■ Data provided
● ● ●

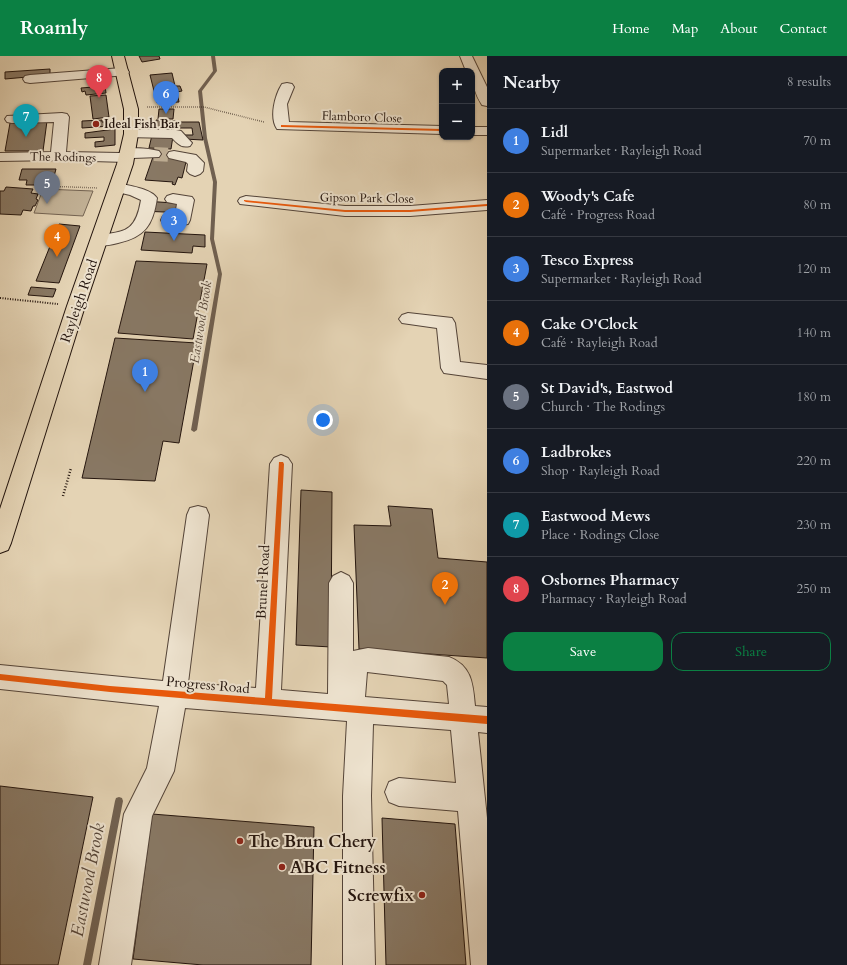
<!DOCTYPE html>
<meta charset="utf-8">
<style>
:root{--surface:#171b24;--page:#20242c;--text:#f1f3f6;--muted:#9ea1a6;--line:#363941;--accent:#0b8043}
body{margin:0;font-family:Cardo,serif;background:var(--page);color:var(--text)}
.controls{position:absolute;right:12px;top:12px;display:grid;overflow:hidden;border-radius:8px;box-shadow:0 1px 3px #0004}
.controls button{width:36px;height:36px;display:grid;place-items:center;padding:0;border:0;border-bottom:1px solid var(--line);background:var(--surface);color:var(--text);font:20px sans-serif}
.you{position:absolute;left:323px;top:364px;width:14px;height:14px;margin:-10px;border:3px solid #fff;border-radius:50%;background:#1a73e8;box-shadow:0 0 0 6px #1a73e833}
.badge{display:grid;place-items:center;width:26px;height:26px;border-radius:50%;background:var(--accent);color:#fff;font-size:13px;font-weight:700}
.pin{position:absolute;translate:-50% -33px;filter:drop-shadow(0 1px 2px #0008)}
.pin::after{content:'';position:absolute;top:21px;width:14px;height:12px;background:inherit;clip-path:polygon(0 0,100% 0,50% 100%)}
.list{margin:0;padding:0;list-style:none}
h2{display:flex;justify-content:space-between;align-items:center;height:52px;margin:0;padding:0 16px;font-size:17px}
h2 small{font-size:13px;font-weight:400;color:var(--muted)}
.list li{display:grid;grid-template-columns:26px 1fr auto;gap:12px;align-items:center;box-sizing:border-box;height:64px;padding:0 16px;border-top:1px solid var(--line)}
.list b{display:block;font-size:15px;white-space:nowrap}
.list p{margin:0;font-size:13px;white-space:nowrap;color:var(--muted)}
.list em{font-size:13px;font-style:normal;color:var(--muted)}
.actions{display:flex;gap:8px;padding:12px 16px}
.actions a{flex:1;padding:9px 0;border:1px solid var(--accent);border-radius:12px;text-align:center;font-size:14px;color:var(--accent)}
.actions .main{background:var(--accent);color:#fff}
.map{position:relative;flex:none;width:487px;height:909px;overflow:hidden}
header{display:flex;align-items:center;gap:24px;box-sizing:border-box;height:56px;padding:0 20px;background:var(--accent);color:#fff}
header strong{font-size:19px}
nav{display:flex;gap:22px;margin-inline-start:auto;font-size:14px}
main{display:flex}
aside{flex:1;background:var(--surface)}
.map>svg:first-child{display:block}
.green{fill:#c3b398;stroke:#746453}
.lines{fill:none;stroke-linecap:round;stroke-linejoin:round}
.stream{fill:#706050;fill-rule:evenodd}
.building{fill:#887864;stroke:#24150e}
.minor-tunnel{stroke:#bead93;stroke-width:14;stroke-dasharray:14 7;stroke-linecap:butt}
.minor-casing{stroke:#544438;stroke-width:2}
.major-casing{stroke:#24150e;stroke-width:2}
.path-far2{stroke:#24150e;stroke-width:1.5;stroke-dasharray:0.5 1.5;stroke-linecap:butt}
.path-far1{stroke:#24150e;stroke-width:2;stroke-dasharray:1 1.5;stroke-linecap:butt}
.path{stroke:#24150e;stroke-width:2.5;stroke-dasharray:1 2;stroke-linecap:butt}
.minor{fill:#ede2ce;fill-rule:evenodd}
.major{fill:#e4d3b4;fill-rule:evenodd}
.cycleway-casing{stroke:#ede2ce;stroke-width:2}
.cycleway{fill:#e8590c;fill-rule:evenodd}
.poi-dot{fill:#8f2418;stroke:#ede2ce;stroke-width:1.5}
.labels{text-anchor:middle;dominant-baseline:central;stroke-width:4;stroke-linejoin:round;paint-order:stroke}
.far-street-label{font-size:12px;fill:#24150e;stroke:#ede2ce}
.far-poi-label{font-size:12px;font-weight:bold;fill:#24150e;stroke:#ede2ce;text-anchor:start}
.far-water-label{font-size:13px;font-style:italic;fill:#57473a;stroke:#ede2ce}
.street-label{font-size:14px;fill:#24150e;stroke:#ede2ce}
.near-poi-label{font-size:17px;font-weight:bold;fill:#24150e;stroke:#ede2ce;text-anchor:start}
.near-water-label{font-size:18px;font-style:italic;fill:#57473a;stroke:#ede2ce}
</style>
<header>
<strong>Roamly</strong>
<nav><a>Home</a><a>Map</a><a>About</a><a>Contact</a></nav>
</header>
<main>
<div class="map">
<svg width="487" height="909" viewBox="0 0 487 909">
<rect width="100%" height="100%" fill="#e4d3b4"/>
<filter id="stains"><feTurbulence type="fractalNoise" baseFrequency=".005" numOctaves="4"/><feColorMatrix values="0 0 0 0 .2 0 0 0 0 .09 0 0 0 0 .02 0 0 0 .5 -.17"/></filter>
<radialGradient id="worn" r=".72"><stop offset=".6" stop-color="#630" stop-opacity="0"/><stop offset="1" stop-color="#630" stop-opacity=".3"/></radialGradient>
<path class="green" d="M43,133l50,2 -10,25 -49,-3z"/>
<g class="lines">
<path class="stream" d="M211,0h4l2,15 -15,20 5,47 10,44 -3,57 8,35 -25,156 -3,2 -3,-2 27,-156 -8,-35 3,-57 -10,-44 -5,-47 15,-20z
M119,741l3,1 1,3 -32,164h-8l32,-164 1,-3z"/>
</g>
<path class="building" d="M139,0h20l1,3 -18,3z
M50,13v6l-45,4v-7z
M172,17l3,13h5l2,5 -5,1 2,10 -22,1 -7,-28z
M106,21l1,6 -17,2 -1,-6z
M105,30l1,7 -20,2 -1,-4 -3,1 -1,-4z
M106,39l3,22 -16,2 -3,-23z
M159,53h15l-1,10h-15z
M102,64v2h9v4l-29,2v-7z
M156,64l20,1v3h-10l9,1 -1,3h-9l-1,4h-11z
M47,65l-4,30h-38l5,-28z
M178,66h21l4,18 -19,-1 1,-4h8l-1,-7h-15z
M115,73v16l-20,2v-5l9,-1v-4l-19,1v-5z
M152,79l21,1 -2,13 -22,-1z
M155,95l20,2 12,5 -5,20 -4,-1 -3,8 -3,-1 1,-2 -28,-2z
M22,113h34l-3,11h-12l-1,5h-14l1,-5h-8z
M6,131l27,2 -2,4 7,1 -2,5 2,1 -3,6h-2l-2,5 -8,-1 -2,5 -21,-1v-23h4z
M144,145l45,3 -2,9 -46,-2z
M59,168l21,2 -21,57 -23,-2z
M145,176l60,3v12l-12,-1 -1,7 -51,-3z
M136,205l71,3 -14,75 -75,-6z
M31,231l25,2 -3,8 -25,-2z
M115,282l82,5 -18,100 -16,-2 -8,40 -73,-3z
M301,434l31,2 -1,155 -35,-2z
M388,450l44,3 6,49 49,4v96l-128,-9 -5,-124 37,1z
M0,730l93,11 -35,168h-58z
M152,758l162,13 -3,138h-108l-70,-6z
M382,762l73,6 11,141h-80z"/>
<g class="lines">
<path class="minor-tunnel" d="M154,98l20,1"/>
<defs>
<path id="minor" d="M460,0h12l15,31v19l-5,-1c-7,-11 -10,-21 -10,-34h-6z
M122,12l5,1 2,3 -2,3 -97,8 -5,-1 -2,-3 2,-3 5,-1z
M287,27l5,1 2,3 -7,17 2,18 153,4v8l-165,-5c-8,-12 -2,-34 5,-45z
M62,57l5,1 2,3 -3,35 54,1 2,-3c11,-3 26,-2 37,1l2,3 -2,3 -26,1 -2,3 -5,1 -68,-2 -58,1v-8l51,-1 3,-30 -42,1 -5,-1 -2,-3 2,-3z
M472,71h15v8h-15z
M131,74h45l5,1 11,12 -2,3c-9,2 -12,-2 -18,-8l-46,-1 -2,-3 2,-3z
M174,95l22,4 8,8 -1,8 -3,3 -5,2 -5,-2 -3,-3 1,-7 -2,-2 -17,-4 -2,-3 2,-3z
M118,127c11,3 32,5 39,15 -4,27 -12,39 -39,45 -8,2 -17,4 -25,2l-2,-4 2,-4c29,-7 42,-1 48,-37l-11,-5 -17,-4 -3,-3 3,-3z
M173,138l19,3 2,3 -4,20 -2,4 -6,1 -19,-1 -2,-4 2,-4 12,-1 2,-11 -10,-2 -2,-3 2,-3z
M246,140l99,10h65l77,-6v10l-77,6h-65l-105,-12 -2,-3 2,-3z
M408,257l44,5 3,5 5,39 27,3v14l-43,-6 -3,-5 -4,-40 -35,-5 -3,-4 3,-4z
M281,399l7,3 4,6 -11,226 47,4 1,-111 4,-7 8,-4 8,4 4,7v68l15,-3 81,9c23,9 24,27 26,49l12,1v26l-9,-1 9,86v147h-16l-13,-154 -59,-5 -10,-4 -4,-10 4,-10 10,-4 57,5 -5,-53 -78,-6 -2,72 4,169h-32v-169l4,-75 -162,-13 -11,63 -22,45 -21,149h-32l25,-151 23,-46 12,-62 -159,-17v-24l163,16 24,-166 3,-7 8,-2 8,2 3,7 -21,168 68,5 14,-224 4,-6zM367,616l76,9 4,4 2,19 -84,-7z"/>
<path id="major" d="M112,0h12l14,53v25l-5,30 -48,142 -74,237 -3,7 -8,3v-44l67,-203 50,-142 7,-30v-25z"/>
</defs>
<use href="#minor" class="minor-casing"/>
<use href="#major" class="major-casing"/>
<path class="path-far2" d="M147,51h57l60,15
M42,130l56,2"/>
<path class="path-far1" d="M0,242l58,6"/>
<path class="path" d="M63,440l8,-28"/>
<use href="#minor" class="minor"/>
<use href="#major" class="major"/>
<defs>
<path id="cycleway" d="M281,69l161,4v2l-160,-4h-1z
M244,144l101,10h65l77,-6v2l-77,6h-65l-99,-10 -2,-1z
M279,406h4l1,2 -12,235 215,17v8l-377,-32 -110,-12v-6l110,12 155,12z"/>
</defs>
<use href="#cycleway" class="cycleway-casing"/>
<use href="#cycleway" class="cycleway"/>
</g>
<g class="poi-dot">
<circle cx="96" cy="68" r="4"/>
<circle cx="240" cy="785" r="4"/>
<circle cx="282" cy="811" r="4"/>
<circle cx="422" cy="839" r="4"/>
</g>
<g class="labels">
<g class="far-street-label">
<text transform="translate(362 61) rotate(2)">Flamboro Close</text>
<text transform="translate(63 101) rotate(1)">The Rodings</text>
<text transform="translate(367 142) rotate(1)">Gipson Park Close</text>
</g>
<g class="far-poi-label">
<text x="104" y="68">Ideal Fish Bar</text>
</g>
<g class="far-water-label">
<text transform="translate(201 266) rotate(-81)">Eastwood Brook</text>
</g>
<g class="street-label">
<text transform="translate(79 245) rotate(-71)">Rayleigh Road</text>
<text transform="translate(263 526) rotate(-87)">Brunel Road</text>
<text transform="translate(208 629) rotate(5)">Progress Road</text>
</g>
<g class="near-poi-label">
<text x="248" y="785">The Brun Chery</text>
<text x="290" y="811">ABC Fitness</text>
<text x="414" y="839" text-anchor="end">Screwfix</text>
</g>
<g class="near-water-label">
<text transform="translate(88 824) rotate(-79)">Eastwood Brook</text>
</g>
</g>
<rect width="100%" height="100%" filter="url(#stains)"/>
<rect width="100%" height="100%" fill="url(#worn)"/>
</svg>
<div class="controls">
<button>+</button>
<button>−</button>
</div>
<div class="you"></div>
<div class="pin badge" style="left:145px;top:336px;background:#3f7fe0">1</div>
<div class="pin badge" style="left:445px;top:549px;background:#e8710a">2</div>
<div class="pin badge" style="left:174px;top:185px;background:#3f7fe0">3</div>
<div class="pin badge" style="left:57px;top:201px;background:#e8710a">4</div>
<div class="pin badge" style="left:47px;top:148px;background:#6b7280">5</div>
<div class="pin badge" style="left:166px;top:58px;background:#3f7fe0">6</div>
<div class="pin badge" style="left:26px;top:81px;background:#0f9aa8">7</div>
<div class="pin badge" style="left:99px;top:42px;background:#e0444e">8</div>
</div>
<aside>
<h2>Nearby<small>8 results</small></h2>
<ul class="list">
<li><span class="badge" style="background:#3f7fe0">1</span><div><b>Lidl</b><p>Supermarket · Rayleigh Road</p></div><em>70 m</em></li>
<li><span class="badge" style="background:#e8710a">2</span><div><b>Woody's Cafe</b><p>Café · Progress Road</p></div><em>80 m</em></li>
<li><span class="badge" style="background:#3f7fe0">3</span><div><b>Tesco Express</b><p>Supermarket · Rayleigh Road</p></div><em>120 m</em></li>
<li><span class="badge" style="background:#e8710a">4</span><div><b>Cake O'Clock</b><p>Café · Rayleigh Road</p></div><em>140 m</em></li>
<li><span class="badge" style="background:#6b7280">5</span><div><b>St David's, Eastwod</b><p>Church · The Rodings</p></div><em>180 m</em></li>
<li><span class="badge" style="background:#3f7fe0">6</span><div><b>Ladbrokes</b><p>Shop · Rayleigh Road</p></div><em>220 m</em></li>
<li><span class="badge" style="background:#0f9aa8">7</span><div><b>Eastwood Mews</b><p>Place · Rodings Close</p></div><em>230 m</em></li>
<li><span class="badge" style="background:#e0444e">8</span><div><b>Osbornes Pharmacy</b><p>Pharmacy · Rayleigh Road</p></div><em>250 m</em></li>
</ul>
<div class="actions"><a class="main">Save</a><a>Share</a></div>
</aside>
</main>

● ● ●

■ Exercise instructions
Which lines of the listing contain the string "labels"? Copy each of them.

■ Solution
.labels{text-anchor:middle;dominant-baseline:central;stroke-width:4;stroke-linejoin:round;paint-order:stroke}
<g class="labels">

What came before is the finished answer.